O tempo da delicadeza, cantado por outros poetas, fica quase no esquecimento neste tempo de ocupação de espaço e de busca frenética da notoriedade. Para se chegar a estes objetivos vale tudo: mascarar, camuflar, manipular. Não acho que buscar a satisfação dos interesses seja errado, só me assombra como que, em nome disto, se descartam ações de construção conjunta, muito mais valiosas e com espectro de amplitude bem maior. O homem é um ser egoísta, o ambiente social estimula este egoísmo e- conforme o meio em que vive- isto adquire proporções imensas. Estranhamente em grande parte dos grupos sociais cuja missão esta ligada a práticas de melhora de vida para os outros, o egoísmo e a notoriedade pessoal imperam.
Hoje também quase não há espaço para a vivência da delicadeza. Ela acontece, não raro, em momentos individuais quando ouvimos uma melodia que nos toca a alma, quando assistimos um filme que nos leva longe, quando somos arrebatados por uma leitura inquietante, em contato com a natureza ou – mais comum- quando rememoramos coisas do passado. Já ser gentil se limitou a raros “bom dia” a quem encontramos no trajeto da manhã, muitas vezes mais por hábito do que por desejo sincero.

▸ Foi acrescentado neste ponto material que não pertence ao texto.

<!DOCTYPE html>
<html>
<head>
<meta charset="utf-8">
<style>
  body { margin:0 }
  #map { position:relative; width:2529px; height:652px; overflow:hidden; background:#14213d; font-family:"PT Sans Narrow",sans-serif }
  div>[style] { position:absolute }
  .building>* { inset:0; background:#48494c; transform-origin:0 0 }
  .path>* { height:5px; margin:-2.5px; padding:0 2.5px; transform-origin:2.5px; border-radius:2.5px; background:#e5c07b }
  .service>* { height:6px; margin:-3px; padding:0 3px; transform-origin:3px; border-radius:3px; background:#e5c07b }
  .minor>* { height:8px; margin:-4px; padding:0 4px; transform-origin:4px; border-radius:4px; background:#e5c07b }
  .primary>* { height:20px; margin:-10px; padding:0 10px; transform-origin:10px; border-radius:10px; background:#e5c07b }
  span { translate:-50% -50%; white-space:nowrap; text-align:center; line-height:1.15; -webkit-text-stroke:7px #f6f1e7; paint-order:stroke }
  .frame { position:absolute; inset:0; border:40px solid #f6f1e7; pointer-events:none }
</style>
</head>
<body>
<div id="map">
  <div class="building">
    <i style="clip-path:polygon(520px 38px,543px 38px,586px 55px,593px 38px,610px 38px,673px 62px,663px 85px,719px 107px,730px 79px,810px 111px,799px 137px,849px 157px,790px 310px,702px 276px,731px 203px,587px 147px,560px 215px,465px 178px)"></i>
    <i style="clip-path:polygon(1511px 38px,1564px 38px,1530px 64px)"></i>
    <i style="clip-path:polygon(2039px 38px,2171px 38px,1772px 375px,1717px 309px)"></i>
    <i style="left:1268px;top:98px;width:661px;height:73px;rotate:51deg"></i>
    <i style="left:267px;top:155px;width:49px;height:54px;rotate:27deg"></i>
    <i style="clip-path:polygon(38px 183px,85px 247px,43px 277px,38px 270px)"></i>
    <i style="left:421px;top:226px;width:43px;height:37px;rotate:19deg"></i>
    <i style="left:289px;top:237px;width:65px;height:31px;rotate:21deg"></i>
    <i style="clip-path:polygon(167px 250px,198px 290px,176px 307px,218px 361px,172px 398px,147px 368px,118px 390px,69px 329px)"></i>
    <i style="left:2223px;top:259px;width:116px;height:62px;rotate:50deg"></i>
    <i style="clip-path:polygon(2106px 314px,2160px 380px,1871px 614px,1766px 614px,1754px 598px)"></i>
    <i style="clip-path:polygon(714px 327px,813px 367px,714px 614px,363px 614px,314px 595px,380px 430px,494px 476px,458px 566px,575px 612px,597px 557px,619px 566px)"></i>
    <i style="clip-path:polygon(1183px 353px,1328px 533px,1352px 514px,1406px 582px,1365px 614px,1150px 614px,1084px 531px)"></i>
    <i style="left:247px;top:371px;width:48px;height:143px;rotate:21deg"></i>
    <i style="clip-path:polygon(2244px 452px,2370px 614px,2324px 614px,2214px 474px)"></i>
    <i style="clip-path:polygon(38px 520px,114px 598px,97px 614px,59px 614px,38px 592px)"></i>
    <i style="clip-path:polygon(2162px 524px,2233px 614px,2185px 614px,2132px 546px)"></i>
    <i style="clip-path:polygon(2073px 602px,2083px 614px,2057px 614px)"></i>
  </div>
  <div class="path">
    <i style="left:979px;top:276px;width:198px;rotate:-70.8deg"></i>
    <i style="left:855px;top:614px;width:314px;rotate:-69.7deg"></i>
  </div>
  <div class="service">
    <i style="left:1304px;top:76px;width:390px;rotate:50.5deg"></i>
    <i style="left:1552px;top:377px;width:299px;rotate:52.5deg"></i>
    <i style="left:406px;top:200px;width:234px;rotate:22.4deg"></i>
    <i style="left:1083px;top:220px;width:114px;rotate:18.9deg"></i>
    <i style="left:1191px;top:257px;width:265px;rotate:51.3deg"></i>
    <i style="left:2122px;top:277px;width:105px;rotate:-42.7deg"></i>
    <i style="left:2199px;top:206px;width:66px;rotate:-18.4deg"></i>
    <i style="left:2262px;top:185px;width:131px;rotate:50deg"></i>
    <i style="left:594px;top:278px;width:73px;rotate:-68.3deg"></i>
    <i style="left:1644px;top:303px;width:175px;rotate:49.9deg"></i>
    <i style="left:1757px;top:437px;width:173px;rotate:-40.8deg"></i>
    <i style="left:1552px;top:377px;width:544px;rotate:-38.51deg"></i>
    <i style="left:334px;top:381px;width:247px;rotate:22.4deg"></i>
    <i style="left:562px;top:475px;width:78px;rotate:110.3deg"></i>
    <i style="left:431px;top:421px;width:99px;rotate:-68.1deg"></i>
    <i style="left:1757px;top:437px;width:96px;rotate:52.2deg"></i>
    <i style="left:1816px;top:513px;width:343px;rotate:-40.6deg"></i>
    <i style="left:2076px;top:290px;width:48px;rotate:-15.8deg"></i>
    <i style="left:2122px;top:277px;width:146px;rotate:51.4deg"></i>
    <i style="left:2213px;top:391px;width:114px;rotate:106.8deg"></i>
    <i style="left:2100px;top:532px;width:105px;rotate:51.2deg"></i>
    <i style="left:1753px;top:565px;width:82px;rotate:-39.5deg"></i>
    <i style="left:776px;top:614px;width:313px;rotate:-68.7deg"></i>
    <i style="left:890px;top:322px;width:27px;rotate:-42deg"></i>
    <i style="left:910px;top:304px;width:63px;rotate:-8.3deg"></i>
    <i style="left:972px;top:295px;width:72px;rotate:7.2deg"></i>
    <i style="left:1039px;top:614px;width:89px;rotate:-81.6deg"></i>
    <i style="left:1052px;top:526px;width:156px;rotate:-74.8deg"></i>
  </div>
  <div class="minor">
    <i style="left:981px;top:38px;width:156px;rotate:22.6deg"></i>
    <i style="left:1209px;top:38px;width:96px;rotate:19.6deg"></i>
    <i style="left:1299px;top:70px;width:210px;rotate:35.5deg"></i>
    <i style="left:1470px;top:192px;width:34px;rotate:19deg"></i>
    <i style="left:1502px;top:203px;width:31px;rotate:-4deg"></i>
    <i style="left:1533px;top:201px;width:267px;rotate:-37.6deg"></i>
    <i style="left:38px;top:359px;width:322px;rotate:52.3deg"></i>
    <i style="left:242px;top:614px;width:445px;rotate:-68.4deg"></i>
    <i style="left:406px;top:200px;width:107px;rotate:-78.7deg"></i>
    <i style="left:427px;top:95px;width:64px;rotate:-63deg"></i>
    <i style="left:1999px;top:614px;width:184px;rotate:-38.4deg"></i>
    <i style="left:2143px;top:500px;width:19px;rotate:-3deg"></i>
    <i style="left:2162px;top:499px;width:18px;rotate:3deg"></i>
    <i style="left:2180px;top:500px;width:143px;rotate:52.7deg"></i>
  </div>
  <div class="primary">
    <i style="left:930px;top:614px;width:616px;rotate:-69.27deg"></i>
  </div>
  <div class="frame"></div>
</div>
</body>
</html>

As reações humanas se tornariam mais lubrificadas com o uso destes dois produtos. Se gentileza produz gentileza, também cria ambiente favorável, espaço para diálogo, clima de tranqüilidade e- acima de tudo- certeza de que outros valores fundamentais estão preservados. Já a delicadeza possibilita uma ampliação da percepção, fazendo com que elementos que pareciam escondidos se mostrem numa realidade às vezes tão crua. Um gesto, um olhar, um sorriso pode ser canal de gentileza e mudar todo um contexto. Ambas são pistas para os diversos tipos de amor que, segundo o mesmo poeta é “palavra que liberta”.
12 comentários:
Olá...
Satisfação em estar por aqui...
Ação e reação...
Gentileza gera gentileza... Nos dias de hoje e ontem, talvez amanhã, artigo em extinção... Verbalizar isso hoje, é como um sonho eterno... Por isso e por outras continuo a sonhar sempre...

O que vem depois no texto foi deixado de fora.